##### Provided records

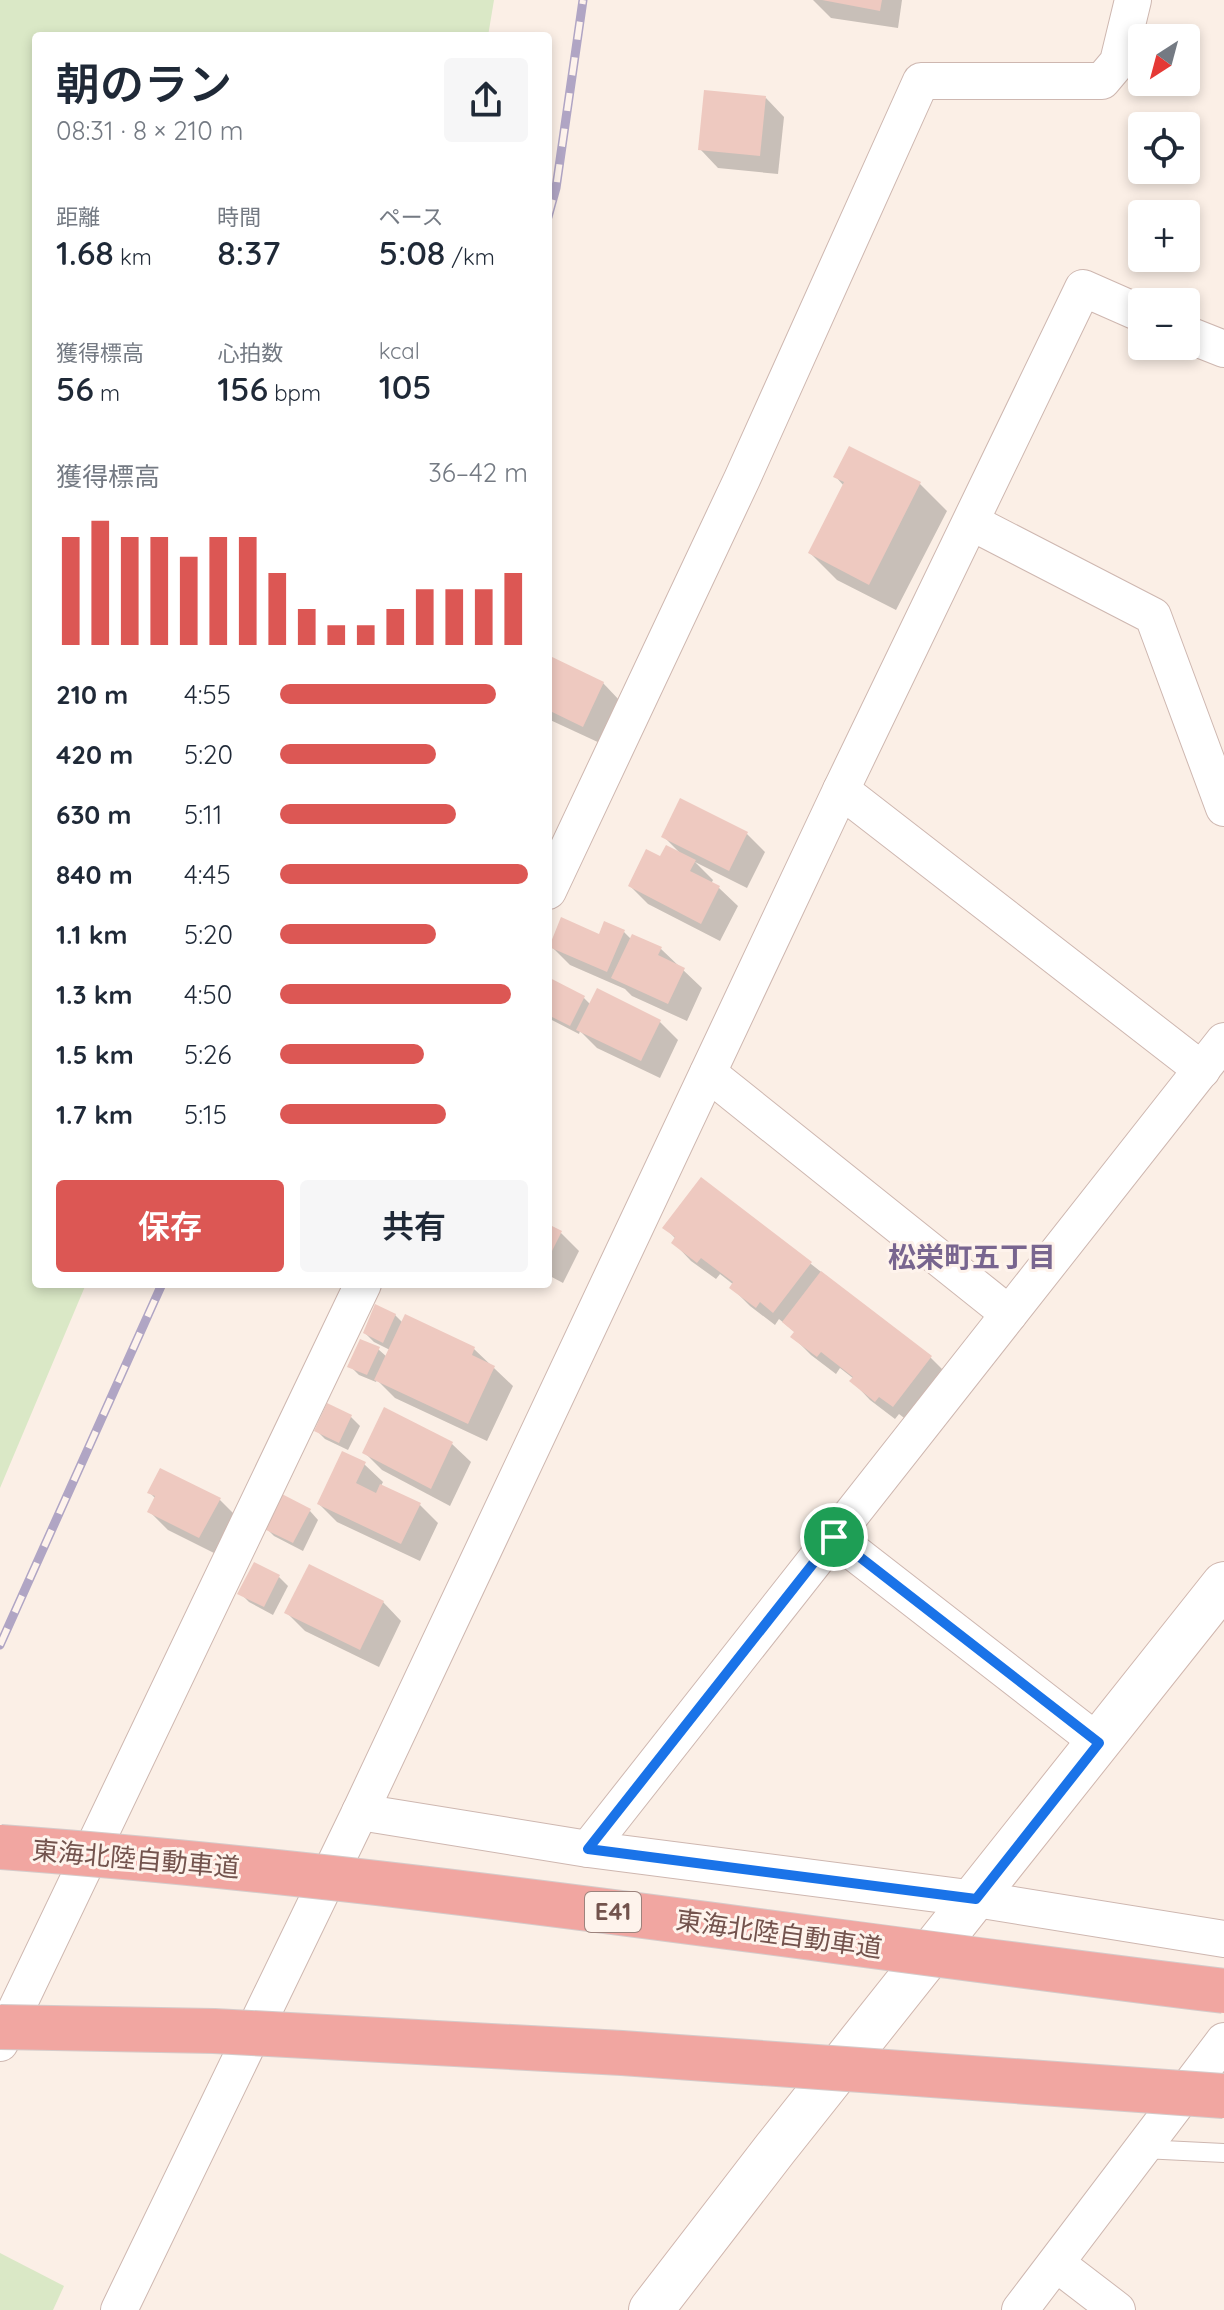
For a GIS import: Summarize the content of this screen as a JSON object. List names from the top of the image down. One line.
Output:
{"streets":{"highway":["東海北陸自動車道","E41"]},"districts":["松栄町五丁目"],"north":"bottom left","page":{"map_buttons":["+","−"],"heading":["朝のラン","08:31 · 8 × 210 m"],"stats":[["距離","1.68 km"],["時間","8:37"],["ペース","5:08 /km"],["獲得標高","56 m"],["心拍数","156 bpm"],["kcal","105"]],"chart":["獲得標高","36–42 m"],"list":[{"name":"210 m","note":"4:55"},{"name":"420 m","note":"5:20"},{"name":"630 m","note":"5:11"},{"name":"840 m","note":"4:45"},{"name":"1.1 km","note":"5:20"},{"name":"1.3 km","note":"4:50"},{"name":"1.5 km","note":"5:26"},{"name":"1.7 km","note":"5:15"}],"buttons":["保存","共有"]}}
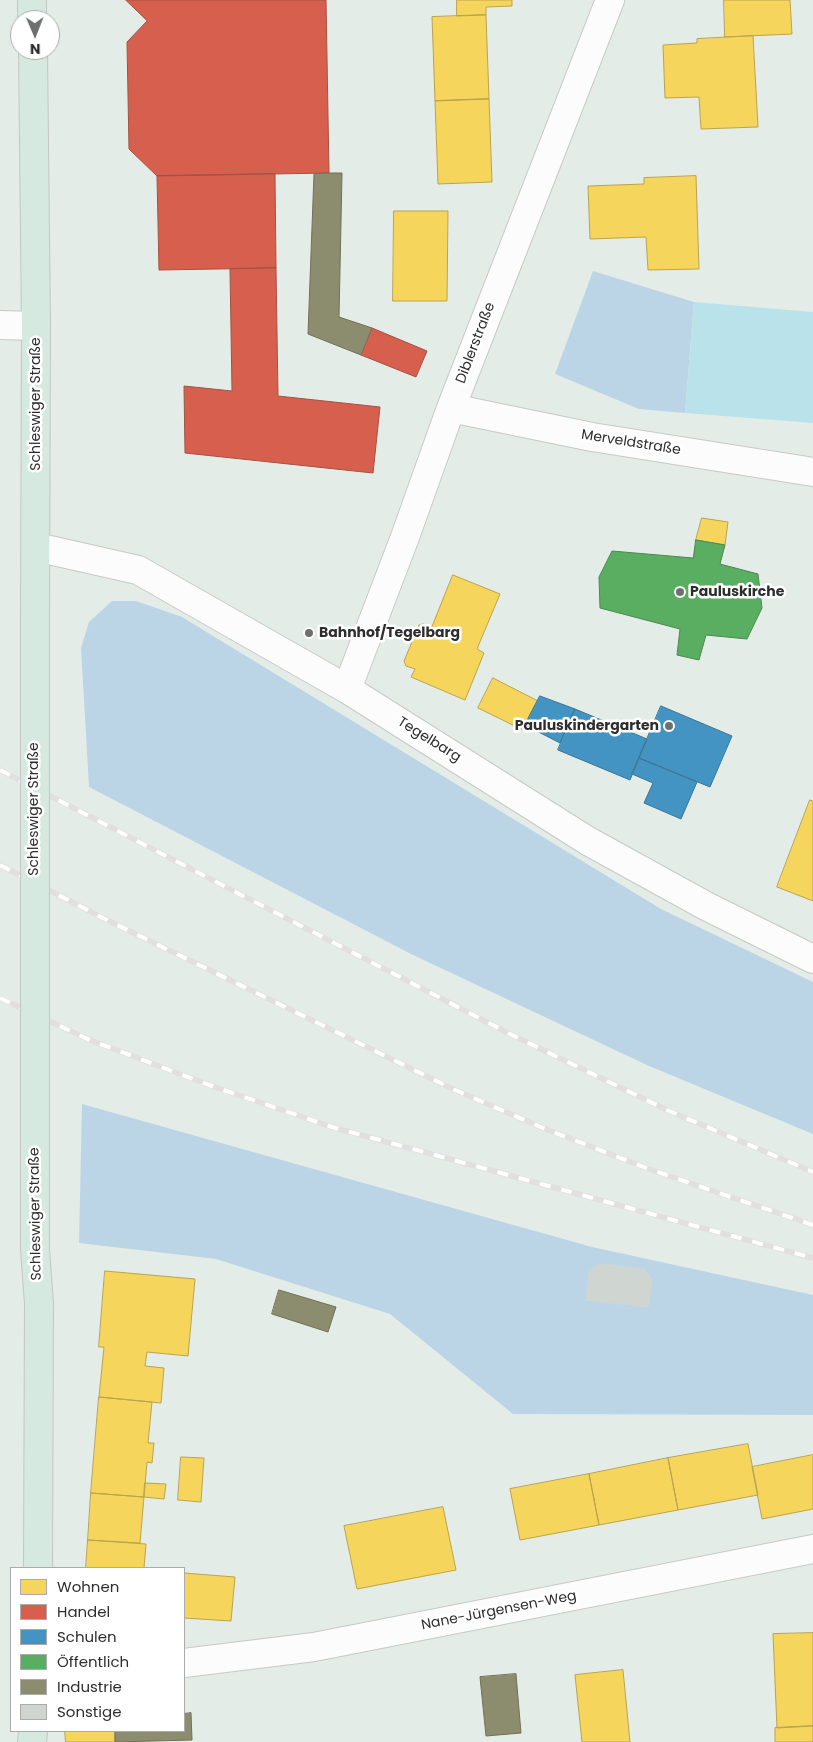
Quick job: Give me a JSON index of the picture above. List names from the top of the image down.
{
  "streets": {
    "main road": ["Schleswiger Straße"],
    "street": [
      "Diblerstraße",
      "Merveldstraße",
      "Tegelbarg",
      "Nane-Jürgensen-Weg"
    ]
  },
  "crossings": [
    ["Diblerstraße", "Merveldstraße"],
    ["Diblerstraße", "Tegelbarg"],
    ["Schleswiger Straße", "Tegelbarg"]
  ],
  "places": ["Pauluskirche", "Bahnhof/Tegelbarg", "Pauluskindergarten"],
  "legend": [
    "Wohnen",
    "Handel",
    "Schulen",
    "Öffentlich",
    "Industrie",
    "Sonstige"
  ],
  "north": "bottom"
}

##########

→ **Task to carry out**: Each line of the records is to be reproduced exactly, and each picture dropped.

→ **Result of the task**:
For a GIS import: Summarize the content of this screen as a JSON object. List names from the top of the image down. One line.
Output:
{"streets":{"highway":["東海北陸自動車道","E41"]},"districts":["松栄町五丁目"],"north":"bottom left","page":{"map_buttons":["+","−"],"heading":["朝のラン","08:31 · 8 × 210 m"],"stats":[["距離","1.68 km"],["時間","8:37"],["ペース","5:08 /km"],["獲得標高","56 m"],["心拍数","156 bpm"],["kcal","105"]],"chart":["獲得標高","36–42 m"],"list":[{"name":"210 m","note":"4:55"},{"name":"420 m","note":"5:20"},{"name":"630 m","note":"5:11"},{"name":"840 m","note":"4:45"},{"name":"1.1 km","note":"5:20"},{"name":"1.3 km","note":"4:50"},{"name":"1.5 km","note":"5:26"},{"name":"1.7 km","note":"5:15"}],"buttons":["保存","共有"]}}
Quick job: Give me a JSON index of the picture above. List names from the top of the image down.
{
  "streets": {
    "main road": ["Schleswiger Straße"],
    "street": [
      "Diblerstraße",
      "Merveldstraße",
      "Tegelbarg",
      "Nane-Jürgensen-Weg"
    ]
  },
  "crossings": [
    ["Diblerstraße", "Merveldstraße"],
    ["Diblerstraße", "Tegelbarg"],
    ["Schleswiger Straße", "Tegelbarg"]
  ],
  "places": ["Pauluskirche", "Bahnhof/Tegelbarg", "Pauluskindergarten"],
  "legend": [
    "Wohnen",
    "Handel",
    "Schulen",
    "Öffentlich",
    "Industrie",
    "Sonstige"
  ],
  "north": "bottom"
}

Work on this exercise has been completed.